Task objective
Copy out all lines from the entries below in which "breaks" occurs.

Extracted entries
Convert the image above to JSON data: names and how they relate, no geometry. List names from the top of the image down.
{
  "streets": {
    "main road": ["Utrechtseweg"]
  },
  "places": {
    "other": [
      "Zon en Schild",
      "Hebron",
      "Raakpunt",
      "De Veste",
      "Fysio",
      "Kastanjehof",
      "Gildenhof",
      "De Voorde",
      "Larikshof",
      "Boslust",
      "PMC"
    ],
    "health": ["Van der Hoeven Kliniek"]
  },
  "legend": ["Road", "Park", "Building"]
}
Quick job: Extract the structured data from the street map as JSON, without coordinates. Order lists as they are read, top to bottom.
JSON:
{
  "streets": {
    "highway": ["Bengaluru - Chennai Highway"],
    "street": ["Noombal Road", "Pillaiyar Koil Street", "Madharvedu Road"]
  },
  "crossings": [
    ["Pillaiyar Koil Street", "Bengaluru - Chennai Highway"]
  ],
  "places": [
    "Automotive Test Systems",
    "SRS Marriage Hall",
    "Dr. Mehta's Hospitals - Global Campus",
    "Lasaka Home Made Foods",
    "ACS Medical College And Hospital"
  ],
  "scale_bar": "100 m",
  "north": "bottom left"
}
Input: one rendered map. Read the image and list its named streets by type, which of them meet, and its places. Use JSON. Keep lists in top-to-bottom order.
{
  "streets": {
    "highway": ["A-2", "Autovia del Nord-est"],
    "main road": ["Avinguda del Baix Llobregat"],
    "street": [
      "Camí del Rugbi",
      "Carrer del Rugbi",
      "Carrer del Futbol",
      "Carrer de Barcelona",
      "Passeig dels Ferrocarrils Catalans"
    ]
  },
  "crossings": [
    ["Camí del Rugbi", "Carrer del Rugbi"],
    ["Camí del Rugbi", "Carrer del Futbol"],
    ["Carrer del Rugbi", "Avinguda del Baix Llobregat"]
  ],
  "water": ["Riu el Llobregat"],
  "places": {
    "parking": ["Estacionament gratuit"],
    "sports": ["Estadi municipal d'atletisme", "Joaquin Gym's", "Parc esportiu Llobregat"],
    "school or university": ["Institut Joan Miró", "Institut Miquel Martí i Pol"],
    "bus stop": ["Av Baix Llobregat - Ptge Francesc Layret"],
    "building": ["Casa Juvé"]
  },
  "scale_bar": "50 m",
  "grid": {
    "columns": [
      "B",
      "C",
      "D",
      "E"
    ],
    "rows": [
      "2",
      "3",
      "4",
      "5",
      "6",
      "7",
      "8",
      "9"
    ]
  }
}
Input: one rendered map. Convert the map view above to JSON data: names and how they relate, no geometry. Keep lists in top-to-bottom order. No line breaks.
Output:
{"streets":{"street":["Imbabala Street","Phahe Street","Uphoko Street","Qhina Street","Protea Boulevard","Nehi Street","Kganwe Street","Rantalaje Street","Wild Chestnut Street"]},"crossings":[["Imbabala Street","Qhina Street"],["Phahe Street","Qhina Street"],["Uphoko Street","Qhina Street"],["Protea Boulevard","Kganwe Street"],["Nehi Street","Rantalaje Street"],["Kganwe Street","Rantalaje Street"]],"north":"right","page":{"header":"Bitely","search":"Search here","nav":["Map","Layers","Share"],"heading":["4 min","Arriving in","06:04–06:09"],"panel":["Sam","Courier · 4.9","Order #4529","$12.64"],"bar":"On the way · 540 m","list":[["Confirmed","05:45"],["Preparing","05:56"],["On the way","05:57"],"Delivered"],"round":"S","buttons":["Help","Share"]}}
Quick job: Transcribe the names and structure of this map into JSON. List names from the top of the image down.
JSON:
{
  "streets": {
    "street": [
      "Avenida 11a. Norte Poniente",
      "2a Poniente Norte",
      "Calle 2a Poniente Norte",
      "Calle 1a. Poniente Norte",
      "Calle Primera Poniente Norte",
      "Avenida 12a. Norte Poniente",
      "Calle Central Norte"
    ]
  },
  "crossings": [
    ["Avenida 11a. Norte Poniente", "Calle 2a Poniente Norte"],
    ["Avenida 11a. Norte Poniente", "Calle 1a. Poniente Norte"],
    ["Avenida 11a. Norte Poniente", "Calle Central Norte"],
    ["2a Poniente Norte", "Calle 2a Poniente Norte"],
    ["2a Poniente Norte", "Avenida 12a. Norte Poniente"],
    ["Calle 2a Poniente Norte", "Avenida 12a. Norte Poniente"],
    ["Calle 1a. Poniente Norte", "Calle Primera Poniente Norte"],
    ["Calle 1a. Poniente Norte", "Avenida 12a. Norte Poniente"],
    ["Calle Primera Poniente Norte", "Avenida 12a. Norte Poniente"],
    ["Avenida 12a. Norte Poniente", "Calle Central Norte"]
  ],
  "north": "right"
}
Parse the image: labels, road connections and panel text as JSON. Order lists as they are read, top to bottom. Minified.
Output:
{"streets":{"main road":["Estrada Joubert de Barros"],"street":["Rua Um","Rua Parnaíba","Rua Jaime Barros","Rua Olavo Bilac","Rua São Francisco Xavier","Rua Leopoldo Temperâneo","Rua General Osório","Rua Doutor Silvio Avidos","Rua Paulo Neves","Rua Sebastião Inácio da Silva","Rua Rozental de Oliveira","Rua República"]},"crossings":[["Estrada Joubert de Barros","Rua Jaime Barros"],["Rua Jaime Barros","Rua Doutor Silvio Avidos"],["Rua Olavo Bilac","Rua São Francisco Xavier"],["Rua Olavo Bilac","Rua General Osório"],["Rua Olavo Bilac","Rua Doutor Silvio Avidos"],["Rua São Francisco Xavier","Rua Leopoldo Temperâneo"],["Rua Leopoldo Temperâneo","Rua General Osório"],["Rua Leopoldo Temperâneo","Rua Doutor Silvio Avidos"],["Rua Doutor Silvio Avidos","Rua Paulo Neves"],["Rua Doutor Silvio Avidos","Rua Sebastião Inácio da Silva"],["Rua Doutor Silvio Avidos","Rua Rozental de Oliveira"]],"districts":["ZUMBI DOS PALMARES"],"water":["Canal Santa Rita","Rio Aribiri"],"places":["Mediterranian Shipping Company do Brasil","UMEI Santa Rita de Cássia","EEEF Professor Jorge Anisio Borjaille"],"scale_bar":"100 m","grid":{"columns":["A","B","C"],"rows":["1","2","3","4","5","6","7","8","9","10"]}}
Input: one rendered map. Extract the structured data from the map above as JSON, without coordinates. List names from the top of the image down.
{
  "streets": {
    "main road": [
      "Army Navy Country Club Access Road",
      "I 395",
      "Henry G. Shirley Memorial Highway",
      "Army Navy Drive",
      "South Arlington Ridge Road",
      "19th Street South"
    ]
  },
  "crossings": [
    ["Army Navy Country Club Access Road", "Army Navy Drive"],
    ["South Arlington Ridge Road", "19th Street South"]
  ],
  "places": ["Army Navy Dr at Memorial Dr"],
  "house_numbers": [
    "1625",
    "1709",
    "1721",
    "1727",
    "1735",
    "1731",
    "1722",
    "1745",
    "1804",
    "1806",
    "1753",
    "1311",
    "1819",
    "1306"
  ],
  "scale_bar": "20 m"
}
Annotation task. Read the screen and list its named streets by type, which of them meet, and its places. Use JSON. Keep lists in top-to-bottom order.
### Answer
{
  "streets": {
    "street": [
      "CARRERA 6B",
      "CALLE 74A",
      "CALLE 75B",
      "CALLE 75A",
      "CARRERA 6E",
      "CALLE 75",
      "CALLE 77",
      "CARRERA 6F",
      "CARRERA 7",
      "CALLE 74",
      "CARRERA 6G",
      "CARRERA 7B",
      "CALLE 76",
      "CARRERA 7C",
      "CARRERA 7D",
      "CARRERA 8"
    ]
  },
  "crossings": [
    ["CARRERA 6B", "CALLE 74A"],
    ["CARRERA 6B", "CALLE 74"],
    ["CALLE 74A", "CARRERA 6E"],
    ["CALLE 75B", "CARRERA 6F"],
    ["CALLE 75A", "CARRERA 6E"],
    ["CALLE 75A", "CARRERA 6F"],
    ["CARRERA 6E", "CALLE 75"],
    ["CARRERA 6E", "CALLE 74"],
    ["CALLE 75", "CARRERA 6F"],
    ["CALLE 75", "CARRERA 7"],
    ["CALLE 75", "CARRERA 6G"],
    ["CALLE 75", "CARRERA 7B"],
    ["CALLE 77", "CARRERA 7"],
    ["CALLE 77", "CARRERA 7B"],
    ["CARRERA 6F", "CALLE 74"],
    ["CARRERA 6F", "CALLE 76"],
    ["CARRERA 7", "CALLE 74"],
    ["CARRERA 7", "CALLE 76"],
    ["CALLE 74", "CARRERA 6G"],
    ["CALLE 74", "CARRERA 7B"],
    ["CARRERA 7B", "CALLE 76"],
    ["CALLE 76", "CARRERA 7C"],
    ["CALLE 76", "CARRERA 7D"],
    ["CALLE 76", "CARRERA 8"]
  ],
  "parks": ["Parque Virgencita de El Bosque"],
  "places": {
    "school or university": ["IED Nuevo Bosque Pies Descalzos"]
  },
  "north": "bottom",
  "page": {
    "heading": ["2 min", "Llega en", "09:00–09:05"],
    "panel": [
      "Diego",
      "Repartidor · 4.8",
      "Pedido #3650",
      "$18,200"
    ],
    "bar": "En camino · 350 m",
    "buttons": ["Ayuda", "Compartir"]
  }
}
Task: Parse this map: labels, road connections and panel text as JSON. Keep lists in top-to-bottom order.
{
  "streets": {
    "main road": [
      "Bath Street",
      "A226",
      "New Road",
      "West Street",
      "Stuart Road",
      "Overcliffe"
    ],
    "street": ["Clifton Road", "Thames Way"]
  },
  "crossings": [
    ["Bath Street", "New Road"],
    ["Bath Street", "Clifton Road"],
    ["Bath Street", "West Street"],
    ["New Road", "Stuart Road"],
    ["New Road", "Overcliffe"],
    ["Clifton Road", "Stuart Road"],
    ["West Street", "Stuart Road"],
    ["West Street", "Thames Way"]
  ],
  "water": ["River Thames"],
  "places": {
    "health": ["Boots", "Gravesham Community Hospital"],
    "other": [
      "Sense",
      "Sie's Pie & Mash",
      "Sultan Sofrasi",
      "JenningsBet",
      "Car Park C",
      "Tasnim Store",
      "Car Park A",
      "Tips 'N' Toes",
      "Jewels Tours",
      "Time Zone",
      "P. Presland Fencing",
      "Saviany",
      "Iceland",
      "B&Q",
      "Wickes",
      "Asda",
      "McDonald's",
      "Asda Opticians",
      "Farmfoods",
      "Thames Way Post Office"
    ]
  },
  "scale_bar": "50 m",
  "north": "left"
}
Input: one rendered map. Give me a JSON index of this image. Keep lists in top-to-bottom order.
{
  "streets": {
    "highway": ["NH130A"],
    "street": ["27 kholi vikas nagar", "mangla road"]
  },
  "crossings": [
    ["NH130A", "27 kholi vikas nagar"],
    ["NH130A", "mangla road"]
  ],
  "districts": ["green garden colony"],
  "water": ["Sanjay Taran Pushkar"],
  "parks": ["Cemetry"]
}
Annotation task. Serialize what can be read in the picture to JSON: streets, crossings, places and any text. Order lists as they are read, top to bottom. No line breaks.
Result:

Result for this task
Input: one rendered map. Convert the map view above to JSON data: names and how they relate, no geometry. Keep lists in top-to-bottom order. No line breaks.
Annotation task. Serialize what can be read in the picture to JSON: streets, crossings, places and any text. Order lists as they are read, top to bottom. No line breaks.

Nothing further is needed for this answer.